Copy each line from the data that has the word "space" in it.

= Data for review =
○ ○ ○ ○ ○ ○ ○
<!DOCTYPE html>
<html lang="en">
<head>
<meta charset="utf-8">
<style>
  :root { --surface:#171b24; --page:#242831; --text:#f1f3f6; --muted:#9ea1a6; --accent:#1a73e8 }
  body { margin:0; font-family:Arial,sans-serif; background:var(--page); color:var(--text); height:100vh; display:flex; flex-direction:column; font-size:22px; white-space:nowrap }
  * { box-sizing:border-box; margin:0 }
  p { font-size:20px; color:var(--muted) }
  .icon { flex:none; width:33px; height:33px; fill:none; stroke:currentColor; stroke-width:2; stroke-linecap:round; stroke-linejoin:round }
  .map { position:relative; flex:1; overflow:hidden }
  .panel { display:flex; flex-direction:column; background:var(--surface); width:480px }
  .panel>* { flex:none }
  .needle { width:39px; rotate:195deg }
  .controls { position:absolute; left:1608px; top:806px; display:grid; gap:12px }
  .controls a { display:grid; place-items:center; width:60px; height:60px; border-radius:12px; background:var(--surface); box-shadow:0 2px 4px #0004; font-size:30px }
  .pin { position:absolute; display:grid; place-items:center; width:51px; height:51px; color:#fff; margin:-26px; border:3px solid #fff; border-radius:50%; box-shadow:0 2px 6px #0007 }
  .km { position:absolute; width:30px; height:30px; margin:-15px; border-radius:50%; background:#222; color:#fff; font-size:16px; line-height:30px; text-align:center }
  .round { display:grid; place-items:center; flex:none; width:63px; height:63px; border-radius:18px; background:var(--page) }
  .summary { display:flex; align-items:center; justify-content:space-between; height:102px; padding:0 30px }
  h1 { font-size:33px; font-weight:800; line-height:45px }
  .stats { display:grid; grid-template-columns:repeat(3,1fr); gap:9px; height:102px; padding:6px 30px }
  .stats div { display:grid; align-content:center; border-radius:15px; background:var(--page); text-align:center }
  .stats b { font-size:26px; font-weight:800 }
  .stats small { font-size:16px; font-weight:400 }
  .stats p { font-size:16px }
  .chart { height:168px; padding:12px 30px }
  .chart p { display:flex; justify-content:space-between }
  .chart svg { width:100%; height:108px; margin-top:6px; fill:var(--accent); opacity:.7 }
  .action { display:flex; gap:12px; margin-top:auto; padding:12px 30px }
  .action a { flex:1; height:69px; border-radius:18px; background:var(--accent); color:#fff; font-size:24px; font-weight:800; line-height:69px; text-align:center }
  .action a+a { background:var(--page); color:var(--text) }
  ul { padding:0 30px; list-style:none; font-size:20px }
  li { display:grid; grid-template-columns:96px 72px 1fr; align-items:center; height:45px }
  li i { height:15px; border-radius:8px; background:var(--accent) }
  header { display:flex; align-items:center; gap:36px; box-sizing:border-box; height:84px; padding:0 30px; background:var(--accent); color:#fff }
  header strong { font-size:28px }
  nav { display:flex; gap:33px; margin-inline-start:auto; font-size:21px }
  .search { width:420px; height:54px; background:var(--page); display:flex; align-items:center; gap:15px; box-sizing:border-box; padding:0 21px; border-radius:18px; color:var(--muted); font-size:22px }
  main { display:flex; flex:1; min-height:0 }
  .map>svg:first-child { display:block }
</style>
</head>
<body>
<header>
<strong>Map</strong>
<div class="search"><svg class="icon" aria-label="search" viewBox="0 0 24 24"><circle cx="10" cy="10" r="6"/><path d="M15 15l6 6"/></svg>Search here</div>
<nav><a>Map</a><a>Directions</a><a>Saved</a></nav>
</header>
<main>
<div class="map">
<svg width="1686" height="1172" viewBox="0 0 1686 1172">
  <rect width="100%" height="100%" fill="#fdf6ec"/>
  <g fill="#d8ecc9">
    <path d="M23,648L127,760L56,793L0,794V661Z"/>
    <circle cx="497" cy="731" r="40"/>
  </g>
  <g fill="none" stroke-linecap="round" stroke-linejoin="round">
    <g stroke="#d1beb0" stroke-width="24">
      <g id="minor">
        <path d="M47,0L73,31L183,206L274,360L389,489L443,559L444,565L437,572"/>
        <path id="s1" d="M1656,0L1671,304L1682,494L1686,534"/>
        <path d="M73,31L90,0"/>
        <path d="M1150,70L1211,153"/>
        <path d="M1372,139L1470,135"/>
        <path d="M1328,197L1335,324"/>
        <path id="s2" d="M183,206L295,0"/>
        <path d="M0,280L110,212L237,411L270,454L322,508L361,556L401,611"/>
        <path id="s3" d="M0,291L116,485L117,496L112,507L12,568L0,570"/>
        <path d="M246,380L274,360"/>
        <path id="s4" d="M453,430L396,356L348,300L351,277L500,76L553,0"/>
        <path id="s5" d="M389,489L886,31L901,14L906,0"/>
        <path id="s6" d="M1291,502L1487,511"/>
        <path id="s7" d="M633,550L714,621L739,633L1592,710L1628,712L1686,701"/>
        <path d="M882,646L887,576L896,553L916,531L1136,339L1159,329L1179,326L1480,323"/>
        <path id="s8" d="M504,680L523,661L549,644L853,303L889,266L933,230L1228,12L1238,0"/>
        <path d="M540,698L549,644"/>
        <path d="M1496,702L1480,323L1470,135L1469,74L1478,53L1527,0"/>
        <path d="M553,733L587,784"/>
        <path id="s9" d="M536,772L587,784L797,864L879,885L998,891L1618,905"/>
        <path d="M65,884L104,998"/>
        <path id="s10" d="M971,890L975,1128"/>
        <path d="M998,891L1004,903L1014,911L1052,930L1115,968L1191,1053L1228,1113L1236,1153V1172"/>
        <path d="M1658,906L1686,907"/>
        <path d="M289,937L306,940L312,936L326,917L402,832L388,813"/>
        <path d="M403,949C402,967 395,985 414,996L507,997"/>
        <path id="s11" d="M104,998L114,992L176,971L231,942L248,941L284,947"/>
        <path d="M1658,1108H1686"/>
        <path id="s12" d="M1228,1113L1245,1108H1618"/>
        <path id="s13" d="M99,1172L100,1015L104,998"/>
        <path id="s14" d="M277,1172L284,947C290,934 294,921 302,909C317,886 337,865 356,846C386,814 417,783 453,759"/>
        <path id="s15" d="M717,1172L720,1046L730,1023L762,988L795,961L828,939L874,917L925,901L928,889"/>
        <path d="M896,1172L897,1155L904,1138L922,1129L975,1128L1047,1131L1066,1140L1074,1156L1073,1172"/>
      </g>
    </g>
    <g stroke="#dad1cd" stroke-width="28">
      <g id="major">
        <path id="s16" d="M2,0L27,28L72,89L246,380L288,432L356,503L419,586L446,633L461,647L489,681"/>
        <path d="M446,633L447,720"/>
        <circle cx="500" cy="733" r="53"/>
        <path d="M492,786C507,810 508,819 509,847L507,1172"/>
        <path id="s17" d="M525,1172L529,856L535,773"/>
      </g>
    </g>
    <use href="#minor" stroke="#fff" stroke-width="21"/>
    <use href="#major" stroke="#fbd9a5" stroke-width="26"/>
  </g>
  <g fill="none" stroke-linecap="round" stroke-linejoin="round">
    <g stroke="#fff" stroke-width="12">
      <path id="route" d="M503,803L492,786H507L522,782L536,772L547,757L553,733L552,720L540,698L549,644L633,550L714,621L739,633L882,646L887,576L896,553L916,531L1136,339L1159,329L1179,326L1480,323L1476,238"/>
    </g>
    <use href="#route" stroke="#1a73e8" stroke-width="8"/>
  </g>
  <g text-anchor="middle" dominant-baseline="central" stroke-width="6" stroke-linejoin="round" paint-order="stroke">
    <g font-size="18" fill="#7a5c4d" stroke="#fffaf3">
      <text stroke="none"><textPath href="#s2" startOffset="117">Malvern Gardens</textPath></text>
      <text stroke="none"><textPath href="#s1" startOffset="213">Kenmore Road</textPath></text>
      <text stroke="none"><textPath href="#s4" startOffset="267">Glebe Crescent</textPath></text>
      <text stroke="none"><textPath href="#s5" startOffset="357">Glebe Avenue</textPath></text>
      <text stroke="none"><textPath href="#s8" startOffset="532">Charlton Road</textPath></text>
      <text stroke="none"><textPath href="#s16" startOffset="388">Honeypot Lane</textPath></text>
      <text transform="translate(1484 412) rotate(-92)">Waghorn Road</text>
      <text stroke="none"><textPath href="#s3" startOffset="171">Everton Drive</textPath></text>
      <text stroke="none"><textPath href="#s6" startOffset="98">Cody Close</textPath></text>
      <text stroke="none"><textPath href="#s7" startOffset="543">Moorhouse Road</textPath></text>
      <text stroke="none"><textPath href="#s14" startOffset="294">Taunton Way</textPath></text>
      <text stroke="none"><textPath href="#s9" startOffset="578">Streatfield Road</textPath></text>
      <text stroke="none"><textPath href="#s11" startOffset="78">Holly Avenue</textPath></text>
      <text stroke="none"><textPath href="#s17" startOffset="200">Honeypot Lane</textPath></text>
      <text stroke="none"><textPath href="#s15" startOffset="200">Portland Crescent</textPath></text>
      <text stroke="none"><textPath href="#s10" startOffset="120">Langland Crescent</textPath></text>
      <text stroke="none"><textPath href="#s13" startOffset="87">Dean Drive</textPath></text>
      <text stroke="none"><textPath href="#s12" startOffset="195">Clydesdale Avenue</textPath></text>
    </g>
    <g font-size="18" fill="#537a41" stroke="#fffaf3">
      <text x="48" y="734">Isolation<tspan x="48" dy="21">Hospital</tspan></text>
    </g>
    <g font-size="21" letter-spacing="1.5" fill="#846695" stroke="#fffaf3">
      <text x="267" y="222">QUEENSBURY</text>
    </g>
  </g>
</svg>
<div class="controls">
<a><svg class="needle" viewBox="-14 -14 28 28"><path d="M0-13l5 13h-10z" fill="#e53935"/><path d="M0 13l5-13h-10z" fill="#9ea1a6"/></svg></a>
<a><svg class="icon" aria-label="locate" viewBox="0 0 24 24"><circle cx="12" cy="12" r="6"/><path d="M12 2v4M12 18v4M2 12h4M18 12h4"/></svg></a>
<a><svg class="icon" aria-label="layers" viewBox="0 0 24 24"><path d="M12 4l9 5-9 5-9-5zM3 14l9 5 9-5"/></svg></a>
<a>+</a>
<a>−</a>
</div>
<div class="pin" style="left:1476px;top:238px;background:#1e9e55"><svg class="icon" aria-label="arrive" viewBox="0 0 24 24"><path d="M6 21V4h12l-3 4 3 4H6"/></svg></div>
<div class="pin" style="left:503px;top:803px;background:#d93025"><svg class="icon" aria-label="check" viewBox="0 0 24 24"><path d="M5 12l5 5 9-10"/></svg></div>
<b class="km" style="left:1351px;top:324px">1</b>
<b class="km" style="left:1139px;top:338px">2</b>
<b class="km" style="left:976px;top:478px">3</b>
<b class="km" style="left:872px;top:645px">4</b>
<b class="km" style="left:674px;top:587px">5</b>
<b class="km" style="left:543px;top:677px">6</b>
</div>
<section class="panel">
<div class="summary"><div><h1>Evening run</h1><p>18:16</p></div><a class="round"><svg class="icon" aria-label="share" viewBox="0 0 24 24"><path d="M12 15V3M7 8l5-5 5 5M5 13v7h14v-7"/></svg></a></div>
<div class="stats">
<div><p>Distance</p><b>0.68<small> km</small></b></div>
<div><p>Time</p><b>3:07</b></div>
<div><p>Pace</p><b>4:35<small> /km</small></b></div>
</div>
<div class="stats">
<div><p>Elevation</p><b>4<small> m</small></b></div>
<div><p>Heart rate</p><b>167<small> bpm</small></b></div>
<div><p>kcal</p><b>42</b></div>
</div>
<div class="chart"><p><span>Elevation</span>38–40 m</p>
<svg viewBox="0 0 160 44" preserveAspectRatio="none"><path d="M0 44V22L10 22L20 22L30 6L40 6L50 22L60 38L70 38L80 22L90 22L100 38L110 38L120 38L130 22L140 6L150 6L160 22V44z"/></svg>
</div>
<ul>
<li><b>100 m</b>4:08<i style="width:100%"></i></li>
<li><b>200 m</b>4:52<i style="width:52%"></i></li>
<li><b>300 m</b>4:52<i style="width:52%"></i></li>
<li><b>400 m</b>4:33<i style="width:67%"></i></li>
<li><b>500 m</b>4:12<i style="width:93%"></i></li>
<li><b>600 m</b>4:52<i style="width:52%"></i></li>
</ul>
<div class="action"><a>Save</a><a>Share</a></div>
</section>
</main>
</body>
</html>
○ ○ ○ ○ ○ ○ ○
= Output of the task =
  body { margin:0; font-family:Arial,sans-serif; background:var(--page); color:var(--text); height:100vh; display:flex; flex-direction:column; font-size:22px; white-space:nowrap }
  .summary { display:flex; align-items:center; justify-content:space-between; height:102px; padding:0 30px }
  .chart p { display:flex; justify-content:space-between }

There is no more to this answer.